Provided data:
-----

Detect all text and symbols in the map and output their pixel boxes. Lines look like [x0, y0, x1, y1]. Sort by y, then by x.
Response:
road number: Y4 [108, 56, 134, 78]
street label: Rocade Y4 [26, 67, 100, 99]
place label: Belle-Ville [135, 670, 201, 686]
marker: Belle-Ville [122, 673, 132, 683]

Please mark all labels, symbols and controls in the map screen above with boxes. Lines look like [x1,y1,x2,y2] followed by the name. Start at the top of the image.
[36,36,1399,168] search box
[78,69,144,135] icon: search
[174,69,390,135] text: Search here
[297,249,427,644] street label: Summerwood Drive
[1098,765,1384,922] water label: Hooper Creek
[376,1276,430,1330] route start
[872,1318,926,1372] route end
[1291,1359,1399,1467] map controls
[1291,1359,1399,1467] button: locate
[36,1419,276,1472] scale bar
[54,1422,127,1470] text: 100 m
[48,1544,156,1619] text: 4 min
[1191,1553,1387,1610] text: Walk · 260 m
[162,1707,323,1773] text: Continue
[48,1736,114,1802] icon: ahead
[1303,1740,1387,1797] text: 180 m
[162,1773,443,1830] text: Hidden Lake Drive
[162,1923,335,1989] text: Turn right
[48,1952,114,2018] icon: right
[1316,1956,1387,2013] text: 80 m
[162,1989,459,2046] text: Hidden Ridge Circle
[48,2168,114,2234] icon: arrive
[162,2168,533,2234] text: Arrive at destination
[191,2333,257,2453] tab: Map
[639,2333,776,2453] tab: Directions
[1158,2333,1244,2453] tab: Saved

-----

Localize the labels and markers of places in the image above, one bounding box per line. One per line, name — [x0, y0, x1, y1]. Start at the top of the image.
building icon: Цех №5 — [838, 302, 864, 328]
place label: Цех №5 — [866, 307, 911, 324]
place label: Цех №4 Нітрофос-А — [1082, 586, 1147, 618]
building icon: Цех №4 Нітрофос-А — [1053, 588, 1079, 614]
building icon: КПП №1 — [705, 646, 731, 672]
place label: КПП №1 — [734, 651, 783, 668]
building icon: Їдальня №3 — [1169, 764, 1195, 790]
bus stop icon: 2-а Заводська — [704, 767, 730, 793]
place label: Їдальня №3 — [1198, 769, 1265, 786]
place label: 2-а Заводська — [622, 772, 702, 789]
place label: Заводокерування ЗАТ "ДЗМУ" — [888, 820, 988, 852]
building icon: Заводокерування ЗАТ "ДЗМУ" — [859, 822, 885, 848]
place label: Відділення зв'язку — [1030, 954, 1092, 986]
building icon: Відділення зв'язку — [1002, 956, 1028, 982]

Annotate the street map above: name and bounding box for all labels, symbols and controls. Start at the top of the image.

-----

Assignment:
From the records above, copy out the line with "Localize the labels", the line with "Annotate the street", and every line between them, word for word.

Your solution:
Localize the labels and markers of places in the image above, one bounding box per line. One per line, name — [x0, y0, x1, y1]. Start at the top of the image.
building icon: Цех №5 — [838, 302, 864, 328]
place label: Цех №5 — [866, 307, 911, 324]
place label: Цех №4 Нітрофос-А — [1082, 586, 1147, 618]
building icon: Цех №4 Нітрофос-А — [1053, 588, 1079, 614]
building icon: КПП №1 — [705, 646, 731, 672]
place label: КПП №1 — [734, 651, 783, 668]
building icon: Їдальня №3 — [1169, 764, 1195, 790]
bus stop icon: 2-а Заводська — [704, 767, 730, 793]
place label: Їдальня №3 — [1198, 769, 1265, 786]
place label: 2-а Заводська — [622, 772, 702, 789]
place label: Заводокерування ЗАТ "ДЗМУ" — [888, 820, 988, 852]
building icon: Заводокерування ЗАТ "ДЗМУ" — [859, 822, 885, 848]
place label: Відділення зв'язку — [1030, 954, 1092, 986]
building icon: Відділення зв'язку — [1002, 956, 1028, 982]

Annotate the street map above: name and bounding box for all labels, symbols and controls. Start at the top of the image.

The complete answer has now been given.